Rui Marto respondeu num post, onde disse que aquilo que para o seu conterrâneo «é xenofobia» trata-se, afinal, de «boa gestão dos dinheiros públicos», explicitando os argumentos apresentados na reunião de Câmara. Depois de referir os contratos de avença entre João Amado Gabriel e a Câmara, «tudo por ajuste direto sem “consulta prévia” e “a tempo parcial”», acusa-o de «distorcer os factos e carregar na maledicência» para «enaltecer os valores do chefe pagante com um único propósito reconhecível de manter a tensa anual». Dizendo-se «enxovalhado e ofendido», Marto anuncia que vai perguntar «no sítio certo» ao presidente da Câmara se «sente a confiança num avençado da comunicação com estas posturas».

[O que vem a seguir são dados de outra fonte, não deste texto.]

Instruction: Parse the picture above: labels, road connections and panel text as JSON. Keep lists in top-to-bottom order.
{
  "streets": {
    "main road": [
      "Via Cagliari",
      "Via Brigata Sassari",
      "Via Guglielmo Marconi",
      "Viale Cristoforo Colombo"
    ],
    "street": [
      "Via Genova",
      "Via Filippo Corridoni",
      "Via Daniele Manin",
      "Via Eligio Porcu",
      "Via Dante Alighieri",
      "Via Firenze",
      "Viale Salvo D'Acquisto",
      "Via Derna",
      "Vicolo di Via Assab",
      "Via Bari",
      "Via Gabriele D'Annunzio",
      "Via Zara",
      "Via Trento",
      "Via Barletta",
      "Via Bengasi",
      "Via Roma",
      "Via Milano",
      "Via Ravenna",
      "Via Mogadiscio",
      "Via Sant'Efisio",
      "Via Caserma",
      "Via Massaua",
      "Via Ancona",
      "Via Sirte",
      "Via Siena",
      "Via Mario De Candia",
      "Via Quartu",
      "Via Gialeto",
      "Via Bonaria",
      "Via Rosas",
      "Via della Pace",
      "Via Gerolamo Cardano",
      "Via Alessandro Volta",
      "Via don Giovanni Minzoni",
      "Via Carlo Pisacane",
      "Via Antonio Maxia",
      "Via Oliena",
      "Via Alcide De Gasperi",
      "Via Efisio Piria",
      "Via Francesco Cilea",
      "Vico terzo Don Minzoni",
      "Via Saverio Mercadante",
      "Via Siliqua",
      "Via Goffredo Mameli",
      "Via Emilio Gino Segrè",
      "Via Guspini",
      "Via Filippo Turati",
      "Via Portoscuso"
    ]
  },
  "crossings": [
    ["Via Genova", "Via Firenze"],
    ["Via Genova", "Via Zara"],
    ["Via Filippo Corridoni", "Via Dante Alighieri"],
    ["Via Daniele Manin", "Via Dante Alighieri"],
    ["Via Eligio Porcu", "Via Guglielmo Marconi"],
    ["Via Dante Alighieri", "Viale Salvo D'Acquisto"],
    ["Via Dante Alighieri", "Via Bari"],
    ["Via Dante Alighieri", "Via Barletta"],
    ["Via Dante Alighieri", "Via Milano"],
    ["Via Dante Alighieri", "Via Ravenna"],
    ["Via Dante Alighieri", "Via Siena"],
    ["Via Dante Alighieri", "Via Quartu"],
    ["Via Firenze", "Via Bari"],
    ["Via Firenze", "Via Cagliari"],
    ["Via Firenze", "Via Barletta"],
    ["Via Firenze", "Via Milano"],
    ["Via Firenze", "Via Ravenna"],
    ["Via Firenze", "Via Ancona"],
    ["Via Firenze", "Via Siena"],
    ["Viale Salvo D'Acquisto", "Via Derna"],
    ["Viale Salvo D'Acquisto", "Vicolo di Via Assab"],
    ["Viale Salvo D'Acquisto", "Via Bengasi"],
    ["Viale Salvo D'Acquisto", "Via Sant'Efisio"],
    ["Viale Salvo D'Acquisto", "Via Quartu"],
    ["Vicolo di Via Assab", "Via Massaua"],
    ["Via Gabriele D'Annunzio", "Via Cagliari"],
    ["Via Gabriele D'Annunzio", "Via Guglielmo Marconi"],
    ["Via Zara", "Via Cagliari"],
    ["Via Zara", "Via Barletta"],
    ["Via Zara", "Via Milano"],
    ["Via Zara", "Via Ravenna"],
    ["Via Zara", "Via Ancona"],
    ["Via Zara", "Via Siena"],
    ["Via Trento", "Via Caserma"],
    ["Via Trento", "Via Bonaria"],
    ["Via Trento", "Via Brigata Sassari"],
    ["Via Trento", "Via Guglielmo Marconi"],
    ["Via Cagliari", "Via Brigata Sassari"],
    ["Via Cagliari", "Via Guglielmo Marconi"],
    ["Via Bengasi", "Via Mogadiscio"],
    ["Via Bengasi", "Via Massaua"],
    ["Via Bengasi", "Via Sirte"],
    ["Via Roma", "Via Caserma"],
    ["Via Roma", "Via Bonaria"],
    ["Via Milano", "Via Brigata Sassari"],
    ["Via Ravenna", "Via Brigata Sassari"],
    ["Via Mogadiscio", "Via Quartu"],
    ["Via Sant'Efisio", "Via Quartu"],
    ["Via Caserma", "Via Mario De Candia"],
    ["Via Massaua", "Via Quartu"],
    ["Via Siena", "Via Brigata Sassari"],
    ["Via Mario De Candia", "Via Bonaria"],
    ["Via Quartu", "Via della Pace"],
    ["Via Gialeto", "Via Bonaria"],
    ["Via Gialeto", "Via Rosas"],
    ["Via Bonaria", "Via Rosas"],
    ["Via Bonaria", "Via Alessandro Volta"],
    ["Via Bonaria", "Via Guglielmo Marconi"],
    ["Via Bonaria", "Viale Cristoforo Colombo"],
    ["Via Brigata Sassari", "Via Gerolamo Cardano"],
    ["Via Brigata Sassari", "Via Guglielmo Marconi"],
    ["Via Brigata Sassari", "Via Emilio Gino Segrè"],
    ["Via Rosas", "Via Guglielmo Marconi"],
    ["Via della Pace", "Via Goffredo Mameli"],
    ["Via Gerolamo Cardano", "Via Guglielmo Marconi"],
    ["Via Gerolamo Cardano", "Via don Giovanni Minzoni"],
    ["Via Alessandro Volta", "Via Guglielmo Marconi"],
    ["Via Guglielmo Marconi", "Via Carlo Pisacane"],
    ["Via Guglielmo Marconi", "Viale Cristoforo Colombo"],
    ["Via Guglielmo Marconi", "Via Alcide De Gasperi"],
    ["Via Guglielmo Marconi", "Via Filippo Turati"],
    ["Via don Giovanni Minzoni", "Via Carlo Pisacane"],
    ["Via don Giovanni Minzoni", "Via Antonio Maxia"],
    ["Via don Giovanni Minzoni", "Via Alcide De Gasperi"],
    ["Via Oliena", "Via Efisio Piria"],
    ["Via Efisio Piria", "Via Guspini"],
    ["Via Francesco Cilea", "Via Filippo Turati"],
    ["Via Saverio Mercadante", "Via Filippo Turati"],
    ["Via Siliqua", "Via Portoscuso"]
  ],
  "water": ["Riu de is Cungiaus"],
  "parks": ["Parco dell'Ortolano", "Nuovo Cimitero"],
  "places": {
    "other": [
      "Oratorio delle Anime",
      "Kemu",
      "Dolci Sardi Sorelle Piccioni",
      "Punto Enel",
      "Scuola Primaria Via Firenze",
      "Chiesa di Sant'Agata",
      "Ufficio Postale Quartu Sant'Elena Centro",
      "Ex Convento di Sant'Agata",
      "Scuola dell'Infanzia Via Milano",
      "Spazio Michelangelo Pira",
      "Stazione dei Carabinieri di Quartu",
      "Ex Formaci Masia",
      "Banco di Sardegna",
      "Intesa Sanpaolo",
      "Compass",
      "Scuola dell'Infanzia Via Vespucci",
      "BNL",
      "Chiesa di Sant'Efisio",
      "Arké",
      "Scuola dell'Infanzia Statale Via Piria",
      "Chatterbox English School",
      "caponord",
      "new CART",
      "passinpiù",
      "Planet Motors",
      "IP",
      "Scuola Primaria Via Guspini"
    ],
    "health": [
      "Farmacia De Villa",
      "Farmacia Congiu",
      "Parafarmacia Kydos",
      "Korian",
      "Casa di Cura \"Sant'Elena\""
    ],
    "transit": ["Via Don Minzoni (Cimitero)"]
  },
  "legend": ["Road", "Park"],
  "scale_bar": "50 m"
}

“Fui acusado de algo repugnante”
Passada pouco mais de uma semana e com os ânimos aparentemente mais serenos, O Portomosense procurou ouvir os protagonistas. Da parte do vereador, o sentimento é de revolta. Rui Marto garante que, para si, «xenofobia e racismo são crimes repugnantes» e, por isso, não contava que «uma pessoa que colabora com o gabinete de comunicação da Câmara e que sabe exatamente o significado e as consequências de cada palavra» o acusasse disso. Segundo Rui Marto, os vereadores do PS votaram contra, mas apresentaram uma proposta que foi recusada. «O senhor João Gabriel quis fazer tábua rasa disso e levar para onde lhe dava jeito, não tendo qualquer problema em enxovalhar um vereador da Câmara para a qual presta serviços».
Depois de constatar que dos órgãos sociais da associação Ninho Montessori «fazem parte duas sobrinhas» do jornalista «e respetivos namorados», Rui Marto diz que a única explicação que encontra para a atitude do seu conterrâneo «é ter pessoas da família na associação e não ter gostado» da sua tomada de posição, ou então ser «uma tentativa de assassinato político relativamente ao capital político que [o vereador] ainda possa ter no Alqueidão».
A revolta de Marto estende-se também ao presidente da Câmara de quem esperava «uma tomada de posição». Não a havendo, «ou não tem consciência da gravidade da situação ou é conivente com a mesma», conclui.
“São adultos e autónomos. Entendam-se”
O Portomosense contactou João Amado Gabriel que se escusou a tecer comentários. Por seu lado, o presidente da Câmara, Jorge Vala, disse nada ter a ver com esta polémica, alegando que ambos os envolvidos são «pessoas adultas, independentes e autónomas». «O vereador Rui Marto também não se inibe de dizer coisas sobre mim. Mal seria se, de cada vez que o faz, eu fosse pedir satisfações. Às vezes, dá-me a ideia que o dia 26 de setembro ainda não foi bem digerido. É um problema entre o engenheiro Rui Marto e o jornalista João Gabriel», justifica. O autarca explicou ainda que João Amado Gabriel «não tem vínculo direto» à Câmara, mas «um contrato de prestação de serviços que não lhe retira autonomia» para expressar a sua opinião.
Quanto à alegada falta de solidariedade institucional e à eventual conivência com um colaborador da Câmara que acusa um elemento da mesma de ter uma atitude a roçar a xenofobia, Jorge Vala diz que Rui Marto é livre de pensar o que quiser. «O presidente da Câmara manifesta a solidariedade institucional quando os assuntos o merecem e este não me merece consideração nenhuma, é uma coisa comezinha. O que o João Gabriel fez é uma insinuação, nem sequer é um ataque direto», conclui, visivelmente agastado.